Sabine war nicht nur Bibliothekarin, sie war Historikerin. Sie konnte die Dinge einordnen. Und sie konnte sich fokussieren. Sie schonte sich nicht. Sie schonte die anderen nicht. Sabine wusste immer, was wichtig ist. Und sie wollte eine Lösung. So war Sabine. Ohne Lösung brauchte man gar nicht wiederzukommen. Nein, Zeit war da wahrlich keine Verbündete.
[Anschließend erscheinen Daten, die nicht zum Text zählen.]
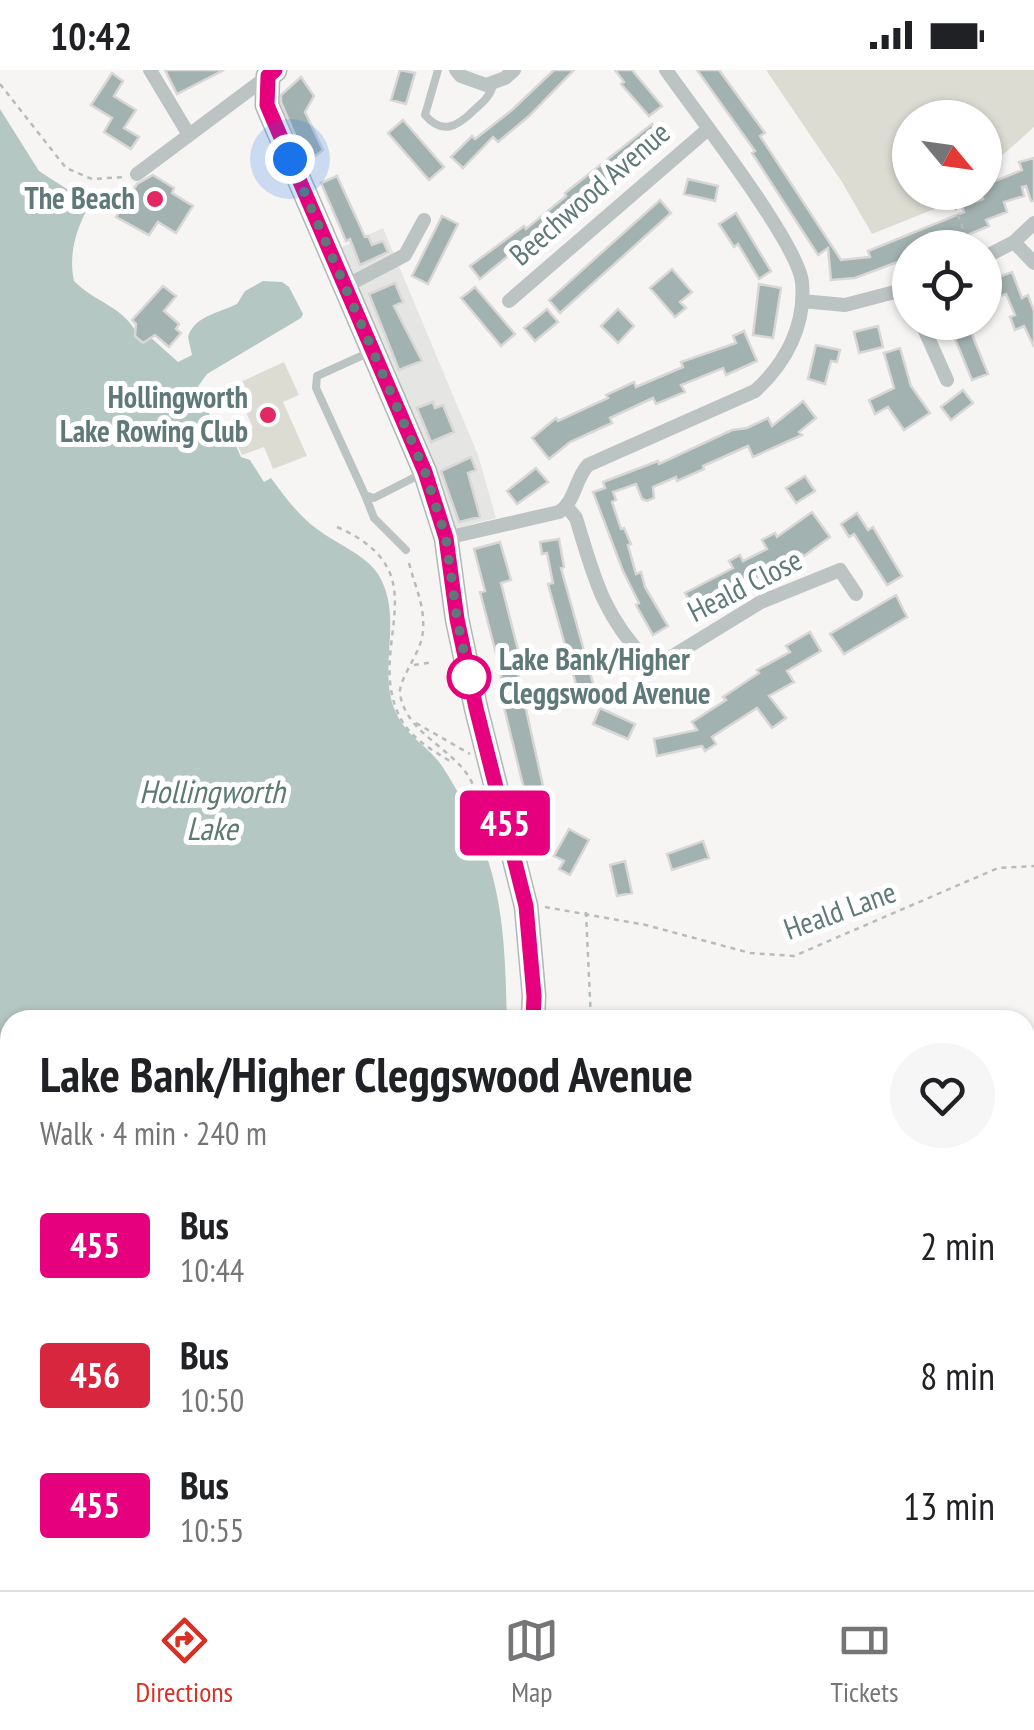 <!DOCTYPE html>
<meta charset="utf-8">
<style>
:root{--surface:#fff;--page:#f6f6f6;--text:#202124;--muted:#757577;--line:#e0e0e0;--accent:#d93025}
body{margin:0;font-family:"PT Sans Narrow",sans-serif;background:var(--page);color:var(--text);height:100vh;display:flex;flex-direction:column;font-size:38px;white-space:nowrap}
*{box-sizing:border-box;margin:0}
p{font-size:32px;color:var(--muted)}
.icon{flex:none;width:55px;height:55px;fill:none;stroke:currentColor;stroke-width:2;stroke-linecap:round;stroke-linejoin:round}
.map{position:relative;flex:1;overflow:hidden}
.drawer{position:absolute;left:0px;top:940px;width:1035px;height:580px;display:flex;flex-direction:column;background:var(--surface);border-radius:30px 30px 0 0;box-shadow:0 2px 8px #0004}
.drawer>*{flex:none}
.badge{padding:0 20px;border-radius:8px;font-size:35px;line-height:65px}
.needle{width:65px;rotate:119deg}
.buttons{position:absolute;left:892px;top:30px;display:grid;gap:20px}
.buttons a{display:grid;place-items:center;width:110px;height:110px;border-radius:50%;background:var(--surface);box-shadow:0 2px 8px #0004;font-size:50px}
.you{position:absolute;width:50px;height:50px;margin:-25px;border:8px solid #fff;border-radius:50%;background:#1a73e8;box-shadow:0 0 0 15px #1a73e833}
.map>.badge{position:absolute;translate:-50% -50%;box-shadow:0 0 0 5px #fff}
.round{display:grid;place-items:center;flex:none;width:105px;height:105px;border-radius:52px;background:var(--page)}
.head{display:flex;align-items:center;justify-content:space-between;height:170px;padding:0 40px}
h1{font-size:48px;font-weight:800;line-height:75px}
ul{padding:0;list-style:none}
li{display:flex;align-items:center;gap:30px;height:130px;padding:0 40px}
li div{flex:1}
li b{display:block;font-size:38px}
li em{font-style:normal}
li .badge{min-width:110px;font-weight:700;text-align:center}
.status{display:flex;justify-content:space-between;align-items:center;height:70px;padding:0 50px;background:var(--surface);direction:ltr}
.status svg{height:28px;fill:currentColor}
.menu{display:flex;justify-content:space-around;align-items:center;height:140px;border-top:2px solid var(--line);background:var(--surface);font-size:28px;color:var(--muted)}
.menu a{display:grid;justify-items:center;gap:5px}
.menu .active{color:var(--accent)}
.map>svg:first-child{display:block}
</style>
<div class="status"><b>10:42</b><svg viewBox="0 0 49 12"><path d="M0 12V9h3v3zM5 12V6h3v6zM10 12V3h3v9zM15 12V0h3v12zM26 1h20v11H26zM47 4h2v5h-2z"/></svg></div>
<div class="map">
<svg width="1034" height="1520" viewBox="0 0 1034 1520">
<rect width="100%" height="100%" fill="#f7f5f4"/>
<path fill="#e5e6e4" d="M 383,158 L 478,385 L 496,448 L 453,459 L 358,224 L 340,178 Z"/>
<path fill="#dcdcd3" d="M 766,0 L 1034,0 L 1034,57 L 985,101 L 985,48 L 910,48 L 910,122 L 962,123 L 952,132 L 872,164 L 842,112 Z
M 284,292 L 299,325 L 283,332 L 307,386 L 273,399 L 264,377 L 242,385 L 234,367 L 253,358 L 234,315 Z
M 1025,1379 L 1034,1381 L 1034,1520 L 832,1520 L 832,1510 L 1025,1510 Z"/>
<path fill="#b5c7c2" d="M 0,39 L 39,101 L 90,134 C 77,157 68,183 74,211 C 97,234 122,235 138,265 L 149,266 L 178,292 L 192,285 L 188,267 C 194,246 219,243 237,234 L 245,221 L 263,211 L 282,212 L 289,217 L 303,244 L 301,248 L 207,304 L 197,318 L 215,356 L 225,352 L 241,387 L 250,390 L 264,412 L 271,408 C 285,427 298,445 317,459 C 335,473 366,485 378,504 C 404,546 378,595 394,638 C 405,667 428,675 442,696 C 500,786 505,846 507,950 L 10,950 L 10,1510 L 140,1510 L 126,1520 L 0,1520 Z"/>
<path fill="#a2b2b0" stroke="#d8d7d6" stroke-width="2.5" d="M 165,0 L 224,0 L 177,24 Z
M 400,0 L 415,3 L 406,34 L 391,30 Z
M 554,0 L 574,0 L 529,46 L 498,72 L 493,67 L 463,98 L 451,87 L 472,66 L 475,69 L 512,40 Z
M 615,0 L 632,0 L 662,36 L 649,46 L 621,14 L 624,12 Z
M 697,0 L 719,0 L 765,63 L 760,66 L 841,190 L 870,187 L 868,181 L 964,142 L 962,136 L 983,129 L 980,122 L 985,122 L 985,115 L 1022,100 L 1019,92 L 1034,88 L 1034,131 L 1031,131 L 1026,116 L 1022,117 L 1024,126 L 1004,132 L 1007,142 L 986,150 L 989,156 L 937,178 L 910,178 L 910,190 L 900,194 L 900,191 L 855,208 L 831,210 L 828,178 L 818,185 L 752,83 L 755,81 Z
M 112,3 L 123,11 L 114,26 L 136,40 L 124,58 L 139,67 L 131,79 L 104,62 L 112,48 L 91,35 Z
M 301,7 L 314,26 L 305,42 L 323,80 L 307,93 L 281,32 L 281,25 Z
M 403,50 L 444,97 L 429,110 L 388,63 Z
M 652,54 L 661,66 L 546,163 L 544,161 L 515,185 L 513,182 L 480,209 L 470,196 L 524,156 L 526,159 L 566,126 L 565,123 Z
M 153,105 L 174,118 L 172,123 L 193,136 L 176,163 L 158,152 L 149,165 L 116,147 L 137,114 Z
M 337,106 L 365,167 L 368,166 L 372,175 L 383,171 L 388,182 L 360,195 L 350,169 L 346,171 L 321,113 Z
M 688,109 L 718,116 L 715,131 L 684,124 Z
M 660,130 L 671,143 L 560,243 L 549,230 Z
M 736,143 L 771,201 L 759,209 L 738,174 L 734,177 L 719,154 Z
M 442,146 L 458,154 L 428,214 L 412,206 Z
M 672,199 L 692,222 L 680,232 L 686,238 L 675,247 L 650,218 Z
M 1012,202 L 1022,228 L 1028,225 L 1034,241 L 1034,277 L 1024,256 L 1015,260 L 1010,247 L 1015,245 L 1006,224 L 985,232 L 985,212 Z
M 395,213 L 403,232 L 394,236 L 422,291 L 399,300 L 369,224 Z
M 759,214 L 781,218 L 773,268 L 753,265 Z
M 163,216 L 176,226 L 164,241 L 179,254 L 176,259 L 181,263 L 169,277 L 155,265 L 143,273 L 135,266 L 136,254 L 132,250 Z
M 475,217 L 515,264 L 501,276 L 461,228 Z
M 547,239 L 558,252 L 535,271 L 524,258 Z
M 618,239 L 634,256 L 618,273 L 601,256 Z
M 948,252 L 967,252 L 988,304 L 972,310 Z
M 878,256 L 883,277 L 859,283 L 854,262 Z
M 744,261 L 757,291 L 726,305 L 723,298 L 681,315 L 685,322 L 656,334 L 653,328 L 610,348 L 612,353 L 570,372 L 549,389 L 532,368 L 556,348 L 558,351 L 608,328 L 606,325 L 634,312 L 636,317 L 683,297 L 681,292 L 736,273 L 733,266 Z
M 816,275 L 840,280 L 837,292 L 831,291 L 825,314 L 808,309 Z
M 900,278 L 911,316 L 930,343 L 904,360 L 888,337 L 875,344 L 869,330 L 894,318 L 884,283 Z
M 963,320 L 973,333 L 951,350 L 941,337 Z
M 803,331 L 816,348 L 799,362 L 802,365 L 753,387 L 748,376 L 703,396 L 704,399 L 677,411 L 676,407 L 653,417 L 654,428 L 647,431 L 642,429 L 636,414 L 613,422 L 616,430 L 612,432 L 621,459 L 624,458 L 631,474 L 628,475 L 636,504 L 641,502 L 645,517 L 668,556 L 653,565 L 636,535 L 639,533 L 623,501 L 593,422 L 605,418 L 603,412 L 658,391 L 659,394 L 732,360 L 747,358 L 768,348 L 772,356 Z
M 433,332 L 435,338 L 443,335 L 454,362 L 431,372 L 417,338 Z
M 471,387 L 476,400 L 468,403 L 480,447 L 459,452 L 441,401 Z
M 536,398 L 548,412 L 517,434 L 507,421 Z
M 805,406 L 815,421 L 796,433 L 786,418 Z
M 812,442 L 830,467 L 804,486 L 802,484 L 760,506 L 696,542 L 685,523 L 733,498 L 729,491 L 740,485 L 743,491 L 767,479 L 762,470 L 775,463 L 777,467 Z
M 857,443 L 868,460 L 873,457 L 902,506 L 887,515 L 854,464 L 849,467 L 841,454 Z
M 559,469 L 564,497 L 561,498 L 596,624 L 580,629 L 548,514 L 553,513 L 547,483 L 542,484 L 540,472 Z
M 500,472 L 511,510 L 501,513 L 519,584 L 514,585 L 551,752 L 533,756 L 502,629 L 505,628 L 499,595 L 480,522 L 485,521 L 474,479 Z
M 896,525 L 907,547 L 844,584 L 830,564 Z
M 810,562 L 821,581 L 787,601 L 794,612 L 769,626 L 786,648 L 772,658 L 757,638 L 712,667 L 716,674 L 705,681 L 702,676 L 657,686 L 654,669 L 697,660 L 692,652 L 726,630 L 723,627 L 759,603 L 757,600 L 790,582 L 786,576 Z
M 600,638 L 635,654 L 628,669 L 593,654 Z
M 569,759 L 589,770 L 570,805 L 559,799 L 564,791 L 554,786 Z
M 703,771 L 709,788 L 672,800 L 667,784 Z
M 625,791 L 632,823 L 617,826 L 610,795 Z"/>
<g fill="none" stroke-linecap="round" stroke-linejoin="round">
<defs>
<path id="secondary" d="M 275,0 L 268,6 L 267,35 L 425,402 L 446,468 L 457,549 L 476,638 L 526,836 L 534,925 L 533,950
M 1025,1366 L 1034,1369"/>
</defs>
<use href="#secondary" stroke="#adb9b8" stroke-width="25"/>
<path stroke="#b6bcbc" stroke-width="2.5" stroke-dasharray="5 5" stroke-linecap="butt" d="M 0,14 L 66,98 L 92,109 L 124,107
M 951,126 L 970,178
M 337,457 C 440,502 368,570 397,641 C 407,667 431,679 453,693
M 409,493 C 416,520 427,540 422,568 C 418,586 398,611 400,624 C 406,660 443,674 464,700 C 479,718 483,749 490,772
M 414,595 L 433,592
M 416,653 L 470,684
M 545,837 L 646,855 L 750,883 L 794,886 L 998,798 L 1034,796
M 586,842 L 591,950"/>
<path stroke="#bbc4c3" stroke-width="8" d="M 438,0 L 425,45 C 442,65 457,57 473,41 C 482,33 490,27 493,15
M 370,282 L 317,306 L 316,318 L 365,425 L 374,428 L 421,404
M 365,425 L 374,448 L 406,480
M 296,1520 L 301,1510"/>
<path stroke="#bbc4c3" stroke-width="14" d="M 150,0 L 189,65
M 456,0 L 461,6 L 486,15 L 505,8 L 514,0
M 137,104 L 268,6 L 266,4
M 1014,172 L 1034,193
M 985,187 L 1014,172 L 1034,153
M 346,216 L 405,185 L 424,150
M 509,231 L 707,60
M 802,231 L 845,235 L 910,218
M 921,252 L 947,310
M 567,437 L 576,448 C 594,507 602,544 646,590 L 663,592 L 761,532 L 840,500 L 856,524
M 446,468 L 559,442 C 575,432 575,409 588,395 L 755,321 C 786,293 806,255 802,212 C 798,173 694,40 666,0
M 189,1520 L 204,1510"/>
<use href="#secondary" stroke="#fff" stroke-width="20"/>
</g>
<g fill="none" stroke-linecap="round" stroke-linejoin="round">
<defs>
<path id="line" d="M 275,0 L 268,6 L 267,35 L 425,402 L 446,468 L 457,549 L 476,638 L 526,836 L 534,926 L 533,950"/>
</defs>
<use href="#line" stroke="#fff" stroke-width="22"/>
<use href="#line" stroke="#e6007e" stroke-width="15"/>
<path stroke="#5e7977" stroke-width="10" stroke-dasharray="0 18" d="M 290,89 L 425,402 L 446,468 L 457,549 L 469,607"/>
</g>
<g fill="#e22963" stroke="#fff" stroke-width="4">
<circle cx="155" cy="129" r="10"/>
<circle cx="268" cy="345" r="10"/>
</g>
<circle fill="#fff" stroke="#e6007e" stroke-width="5" cx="469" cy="607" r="20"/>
<g text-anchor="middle" stroke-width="10" stroke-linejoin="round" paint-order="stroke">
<g font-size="30" fill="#5e7977" stroke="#fff">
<text transform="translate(590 124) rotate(-41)" y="10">Beechwood Avenue</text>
<text transform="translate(745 516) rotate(-27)" y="10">Heald Close</text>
<text transform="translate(840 841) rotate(-20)" y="10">Heald Lane</text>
</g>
<g font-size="30" font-weight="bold" fill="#5e7977" stroke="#fff" text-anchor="end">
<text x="135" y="139">The Beach</text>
<text x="248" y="338">Hollingworth<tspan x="248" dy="34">Lake Rowing Club</tspan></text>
</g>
<g font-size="30" font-weight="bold" fill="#5e7977" stroke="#fff" text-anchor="start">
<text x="499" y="600">Lake Bank/Higher<tspan x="499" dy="34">Cleggswood Avenue</tspan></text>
</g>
<g font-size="32" font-style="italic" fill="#5d7a72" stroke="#fff">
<text x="212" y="733">Hollingworth<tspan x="212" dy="37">Lake</tspan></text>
</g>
</g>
</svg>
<div class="buttons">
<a><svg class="needle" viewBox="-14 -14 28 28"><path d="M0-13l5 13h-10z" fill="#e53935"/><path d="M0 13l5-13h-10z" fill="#757577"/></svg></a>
<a><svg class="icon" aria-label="locate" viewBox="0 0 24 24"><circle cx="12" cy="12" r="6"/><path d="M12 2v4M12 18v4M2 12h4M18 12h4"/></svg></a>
</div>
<div class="you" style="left:290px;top:89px"></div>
<b class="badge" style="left:505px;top:753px;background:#e6007e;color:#fff">455</b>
<section class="drawer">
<div class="head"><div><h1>Lake Bank/Higher Cleggswood Avenue</h1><p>Walk · 4 min · 240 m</p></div><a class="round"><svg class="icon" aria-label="heart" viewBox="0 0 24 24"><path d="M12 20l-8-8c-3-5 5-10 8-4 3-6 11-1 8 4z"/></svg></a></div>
<ul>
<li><span class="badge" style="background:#e6007e;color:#fff">455</span><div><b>Bus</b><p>10:44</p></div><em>2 min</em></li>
<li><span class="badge" style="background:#d7263d;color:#fff">456</span><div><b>Bus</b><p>10:50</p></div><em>8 min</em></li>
<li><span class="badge" style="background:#e6007e;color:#fff">455</span><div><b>Bus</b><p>10:55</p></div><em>13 min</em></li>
</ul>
</section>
</div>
<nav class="menu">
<a class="active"><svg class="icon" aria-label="directions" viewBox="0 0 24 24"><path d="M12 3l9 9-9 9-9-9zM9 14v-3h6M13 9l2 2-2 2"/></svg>Directions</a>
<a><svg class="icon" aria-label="map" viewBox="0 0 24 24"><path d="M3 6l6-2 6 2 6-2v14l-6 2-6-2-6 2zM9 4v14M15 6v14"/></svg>Map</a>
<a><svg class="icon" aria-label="tickets" viewBox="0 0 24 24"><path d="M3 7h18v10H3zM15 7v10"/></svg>Tickets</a>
</nav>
Sabine. Nun ist sie gestorben. Ich würde gerne diese Begriffe Frieden und Ruhe hier irgendwo unterbringen. Weil man in den gängigen Redensarten den Tod oft damit verbindet. Aber bei Sabine klingt zumindest das mit der Ruhe völlig absurd. Und doch: Jetzt, 2018, ruht Sabine in Frieden. Das glaube ich. Endlich! Endlich ist die Zeit einmal auf Sabines Seite.

Danke, Sabine! Du hast viel bewegt. Du hast uns viel gegeben.